Best Practices for Building and Deploying Predictive Models over Big Data

Business & Industry Data Science, Grand East (NY Hilton)
Tutorial Please note: to attend, your registration must include Tutorials.
Average rating: ****.
(4.25, 4 ratings)

In this tutorial, we show how open source tools can be used for the entire life cycle of a predictive model built over big data.
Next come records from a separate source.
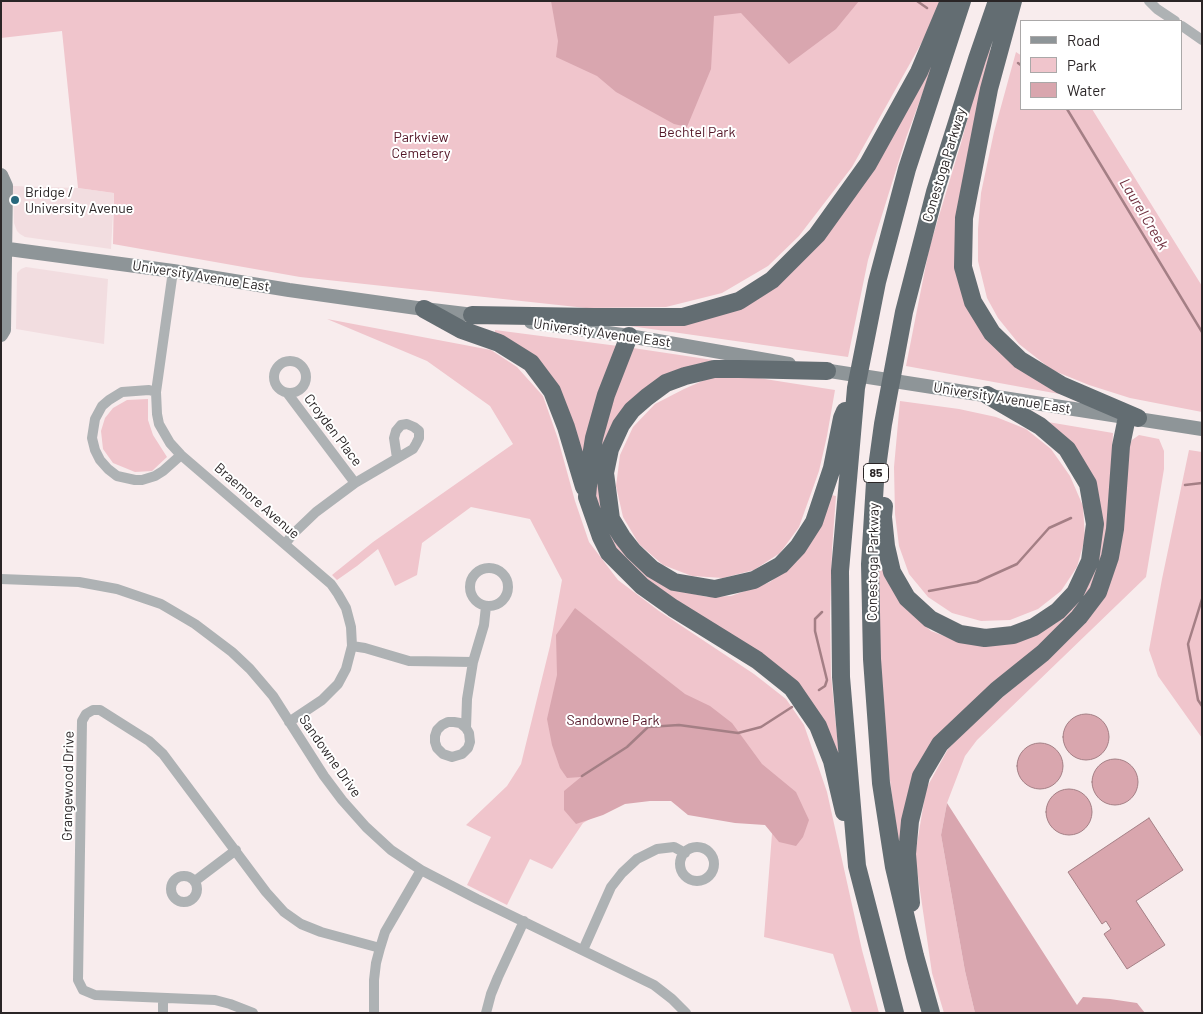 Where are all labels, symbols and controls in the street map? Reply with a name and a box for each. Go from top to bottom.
legend [1020,20,1183,110]
text: Road [1067,31,1100,49]
text: Park [1067,56,1096,74]
text: Water [1067,81,1106,99]
street label: Conestoga Parkway [919,106,969,224]
park label: Bechtel Park [659,124,735,140]
park label: Parkview Cemetery [391,129,451,162]
water label: Laurel Creek [1116,175,1172,253]
place label: Bridge / University Avenue [25,184,133,216]
marker: Bridge / University Avenue [9,194,21,206]
street label: University Avenue East [131,257,271,295]
street label: University Avenue East [532,315,672,351]
street label: University Avenue East [932,379,1072,417]
street label: Croyden Place [300,391,366,469]
street label: Braemore Avenue [211,459,303,543]
road number: 85 [864,463,888,482]
street label: Conestoga Parkway [864,503,882,621]
street label: Sandowne Drive [295,712,365,800]
park label: Sandowne Park [566,712,660,728]
street label: Grangewood Drive [59,731,77,841] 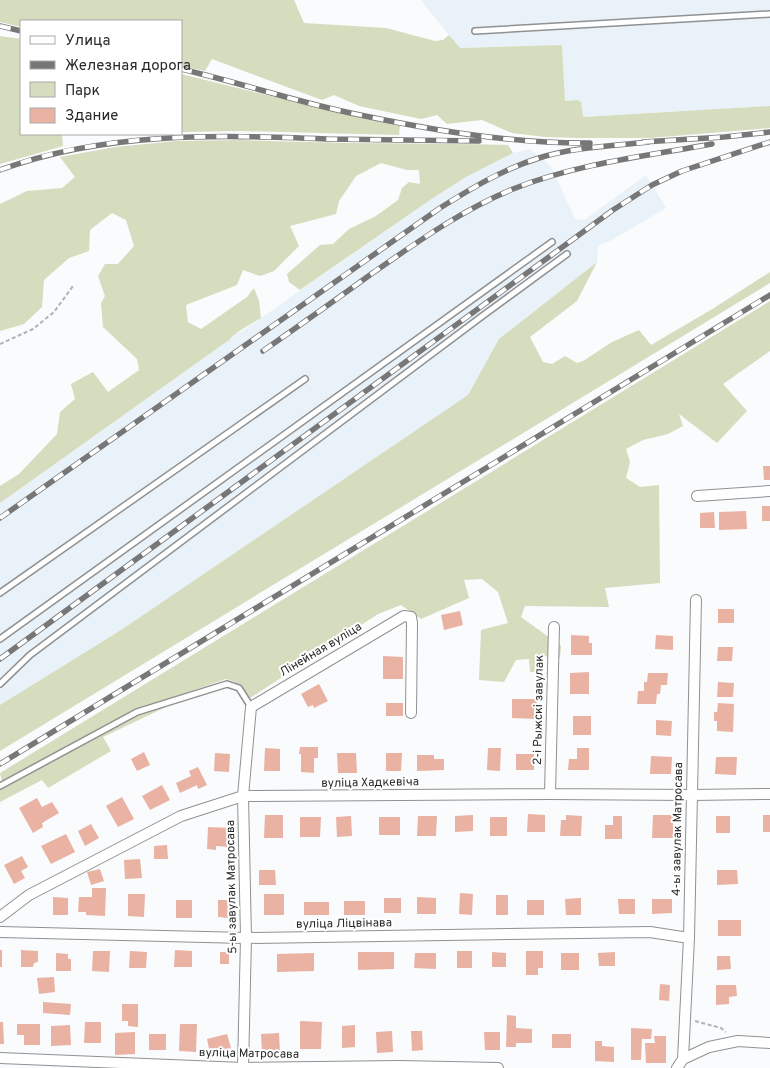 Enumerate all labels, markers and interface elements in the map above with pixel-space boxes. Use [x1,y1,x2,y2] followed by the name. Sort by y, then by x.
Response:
[20,20,182,135] legend
[65,32,110,51] text: Улица
[65,57,191,76] text: Железная дорога
[65,82,100,101] text: Парк
[65,107,118,126] text: Здание
[277,619,365,681] street label: Лінейная вуліца
[530,655,548,765] street label: 2-і Рыжскі завулак
[669,762,687,896] street label: 4-ы завулак Матросава
[321,774,419,792] street label: вуліца Хадкевіча
[223,820,241,954] street label: 5-ы завулак Матросава
[296,915,392,933] street label: вуліца Ліцвінава
[199,1045,299,1063] street label: вуліца Матросава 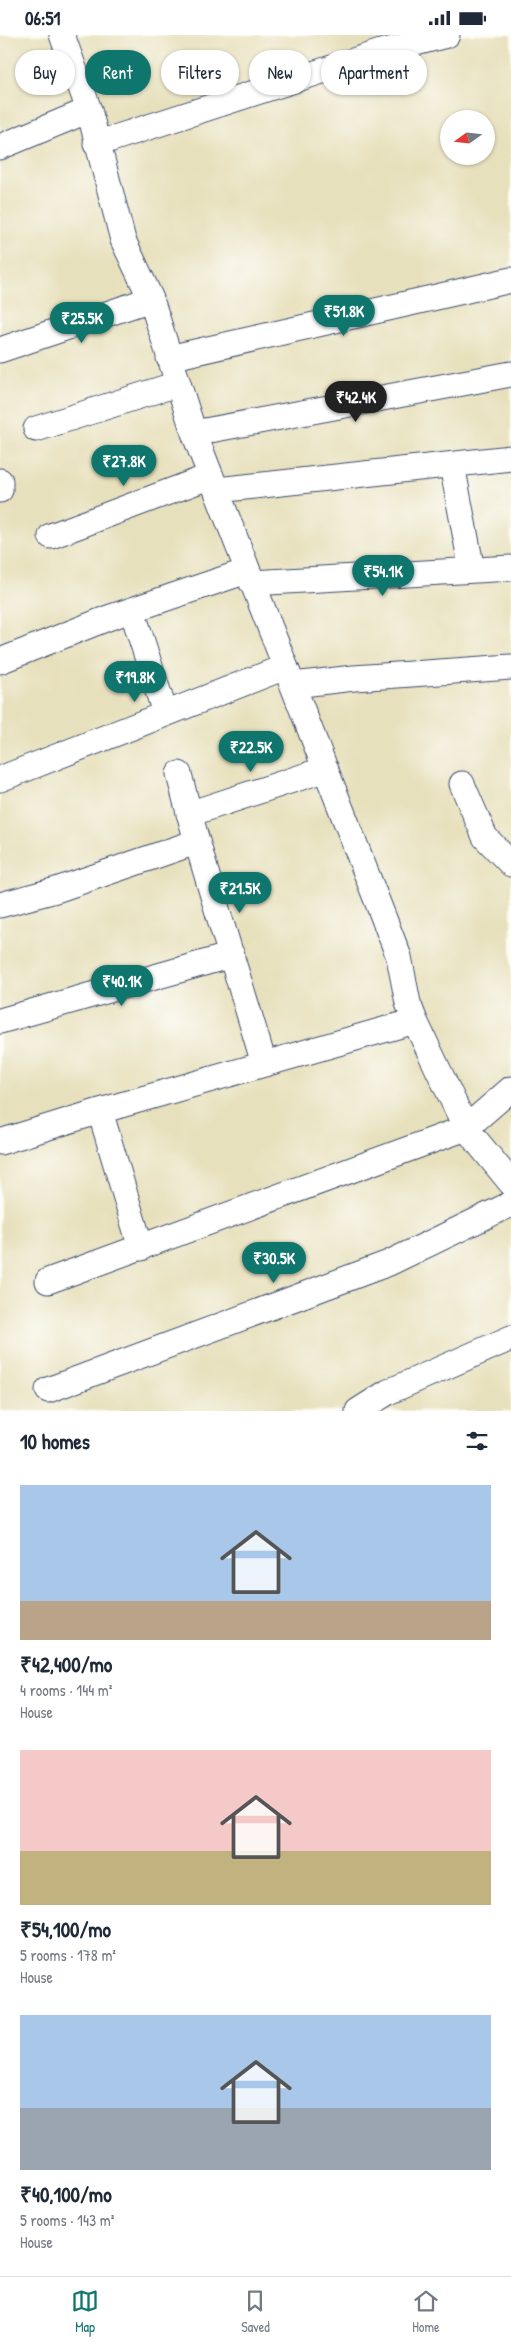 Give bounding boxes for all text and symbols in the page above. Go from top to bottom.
text: 06:51 [25,5,60,31]
chip: Buy [15,50,75,95]
chip: Rent [85,50,151,95]
chip: Filters [161,50,239,95]
chip: New [249,50,311,95]
chip: Apartment [321,50,427,95]
north arrow [440,110,495,165]
map controls [440,110,495,165]
pin: ₹51.8K [303,295,385,337]
text: ₹51.8K [324,300,364,322]
pin: ₹25.5K [41,301,123,344]
text: ₹25.5K [61,307,103,329]
pin: ₹42.4K [315,381,397,423]
text: ₹42.4K [336,386,376,408]
pin: ₹27.8K [83,445,165,487]
text: ₹27.8K [102,450,146,472]
pin: ₹54.1K [342,555,424,597]
text: ₹54.1K [363,560,403,582]
pin: ₹19.8K [94,661,176,703]
text: ₹19.8K [115,666,155,688]
pin: ₹22.5K [210,731,292,773]
text: ₹22.5K [230,736,272,758]
pin: ₹21.5K [199,871,281,914]
text: ₹21.5K [219,877,261,899]
pin: ₹40.1K [81,965,163,1007]
text: ₹40.1K [102,970,142,992]
pin: ₹30.5K [233,1241,315,1284]
text: ₹30.5K [253,1247,295,1269]
text: 10 homes [20,1427,90,1456]
icon: filters [463,1427,491,1455]
icon: home [211,1517,301,1607]
text: ₹42,400/mo [20,1650,112,1679]
text: 4 rooms · 144 m² [20,1679,112,1701]
text: House [20,1701,53,1723]
icon: home [211,1782,301,1872]
text: ₹54,100/mo [20,1915,111,1944]
text: 5 rooms · 178 m² [20,1944,116,1966]
text: House [20,1966,53,1988]
icon: home [211,2047,301,2137]
text: ₹40,100/mo [20,2180,112,2209]
text: 5 rooms · 143 m² [20,2209,114,2231]
text: House [20,2231,53,2253]
tab: Map [71,2287,99,2336]
tab: Saved [241,2287,270,2336]
tab: Home [412,2287,440,2336] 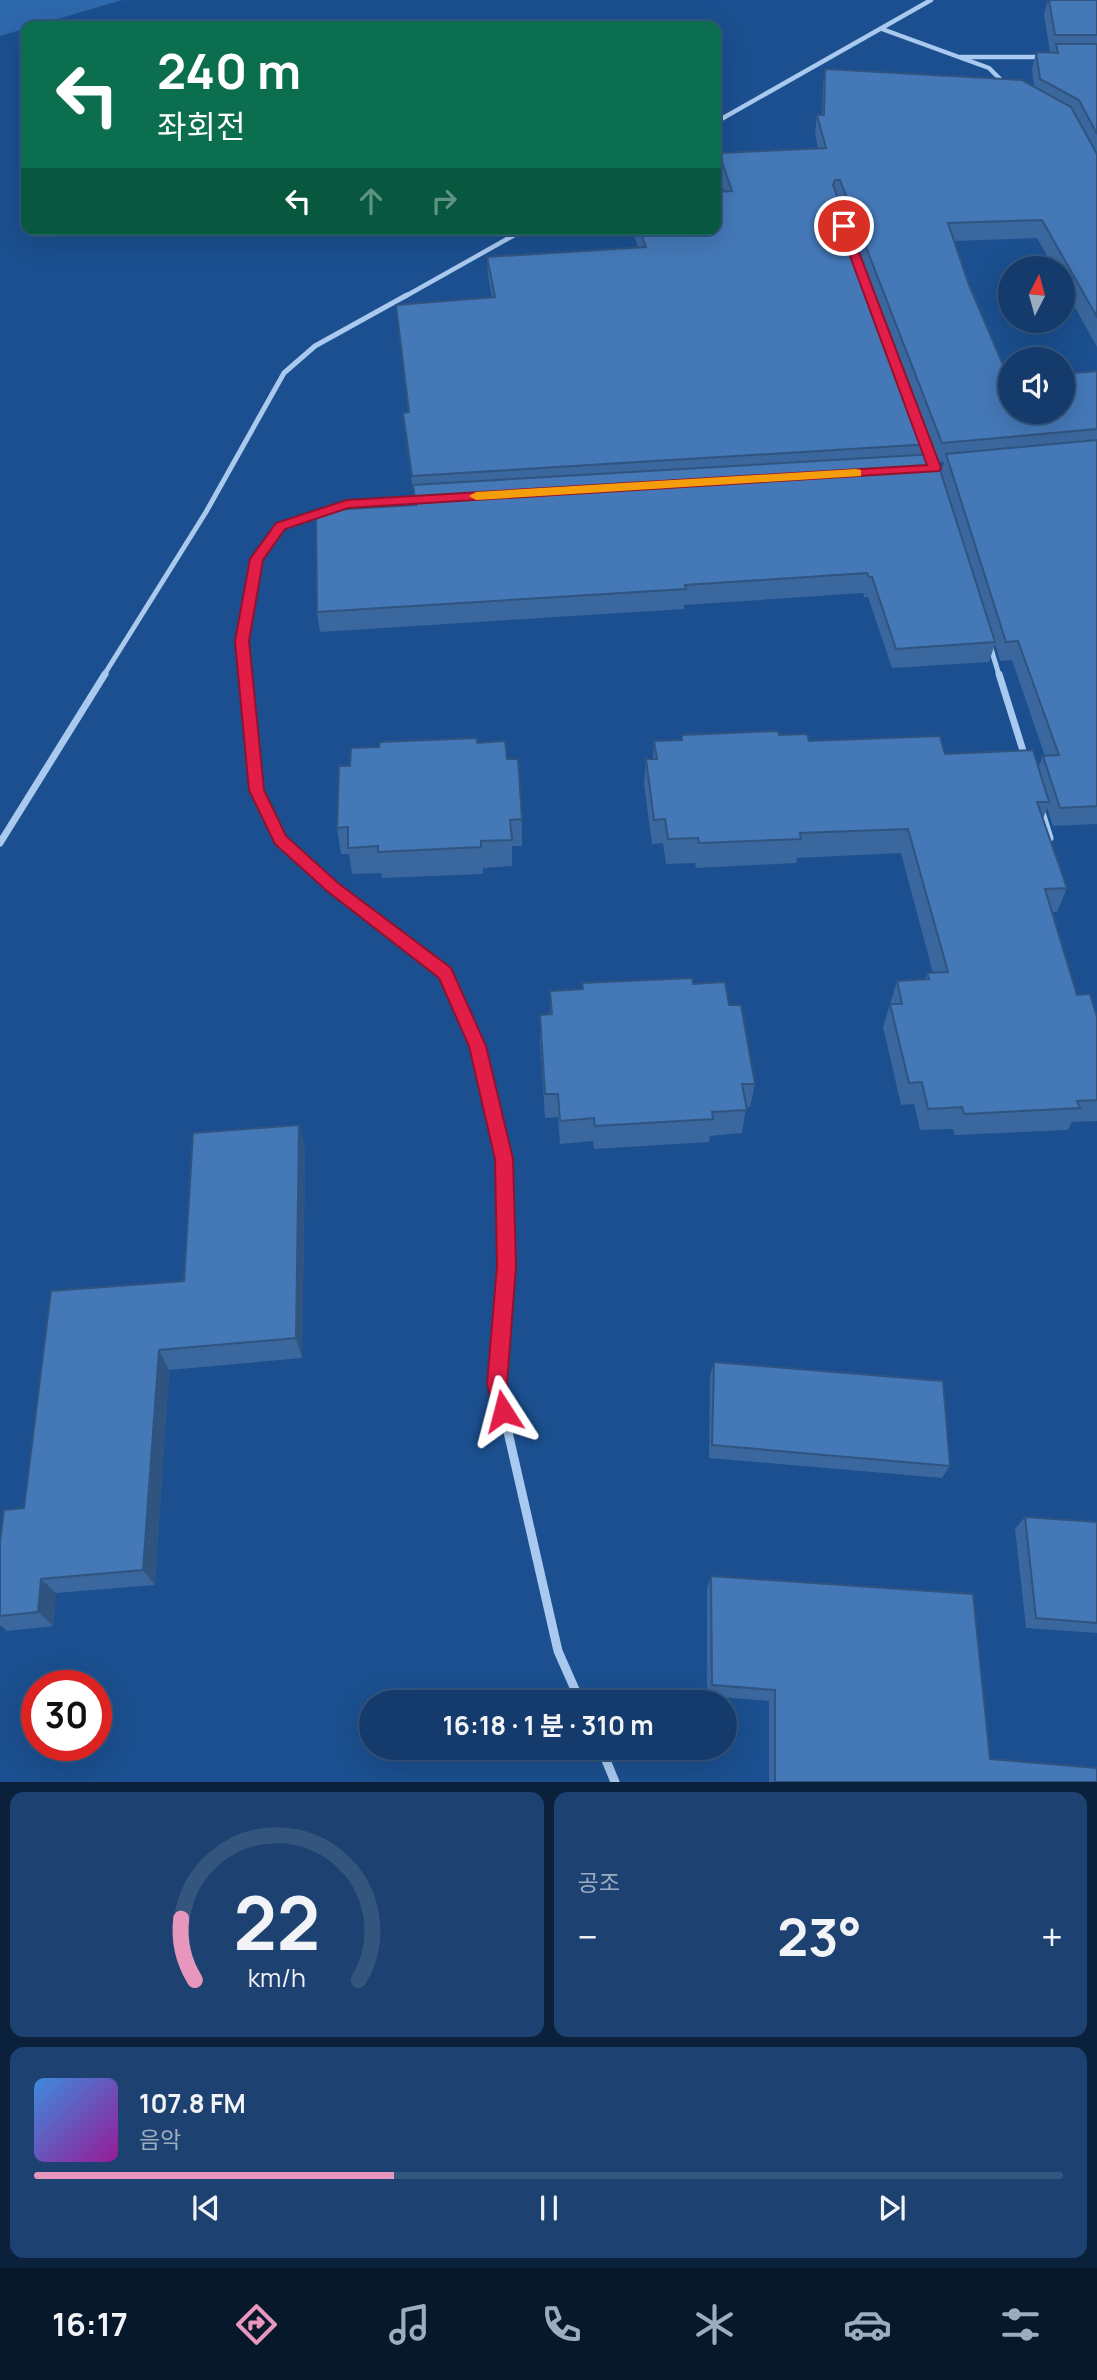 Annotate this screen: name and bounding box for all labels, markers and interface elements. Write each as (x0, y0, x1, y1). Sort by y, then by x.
text: 240 m (157, 37, 301, 104)
icon: left (42, 49, 133, 140)
text: 좌회전 (157, 104, 245, 148)
icon: left (279, 182, 317, 220)
icon: ahead (352, 182, 390, 220)
icon: right (425, 182, 463, 220)
pin (814, 196, 874, 256)
icon: arrive (825, 207, 863, 245)
north arrow (998, 256, 1074, 332)
map controls (998, 256, 1075, 424)
button: sound (998, 347, 1075, 424)
position arrow (466, 1374, 540, 1448)
speed limit sign: 30 (21, 1670, 112, 1761)
text: 16:18 · 1 분 · 310 m (442, 1707, 654, 1743)
text: 공조 (578, 1866, 620, 1898)
text: 22 (233, 1873, 320, 1973)
text: 23° (777, 1901, 862, 1972)
text: − (578, 1910, 598, 1962)
text: + (1041, 1910, 1063, 1962)
text: km/h (248, 1960, 306, 1995)
text: 107.8 FM (139, 2085, 246, 2121)
text: 음악 (139, 2123, 181, 2155)
icon: previous (187, 2189, 225, 2227)
icon: pause (530, 2189, 568, 2227)
icon: next (873, 2189, 911, 2227)
icon: directions (232, 2300, 281, 2349)
icon: music (385, 2300, 434, 2349)
icon: phone (537, 2300, 586, 2349)
icon: climate (690, 2300, 739, 2349)
icon: car (843, 2300, 892, 2349)
icon: filters (996, 2300, 1045, 2349)
text: 16:17 (52, 2302, 128, 2346) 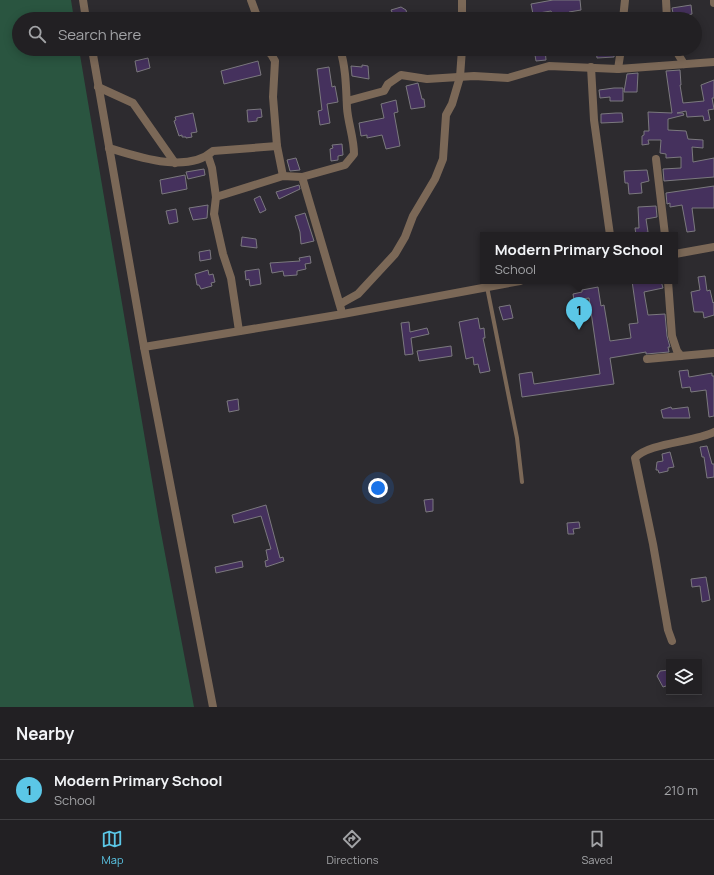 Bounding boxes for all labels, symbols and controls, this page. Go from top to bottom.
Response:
search box [12,12,702,56]
icon: search [26,23,48,45]
text: Search here [58,24,141,45]
popup [480,232,678,284]
text: Modern Primary School [495,239,663,260]
text: School [495,260,536,278]
pin: 1 [566,297,592,330]
your location [368,478,388,498]
map controls [666,659,702,695]
button: layers [666,659,702,695]
text: Nearby [16,722,74,745]
text: Modern Primary School [54,770,222,791]
text: 1 [26,781,32,799]
text: 210 m [664,781,698,799]
text: School [54,791,95,809]
tab: Map [101,828,123,867]
tab: Directions [326,828,379,867]
tab: Saved [582,828,613,867]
Specifically, for anyone who has built a model, we show how to: 1) perform an exploratory data analysis (EDA) of data managed by Hadoop using R and other open source tools; 2) leverage the EDA to build analytic and statistical models over data managed by Hadoop; 3) deploy these models into operational systems; and 4) measure the performance of the models and continuously improve them.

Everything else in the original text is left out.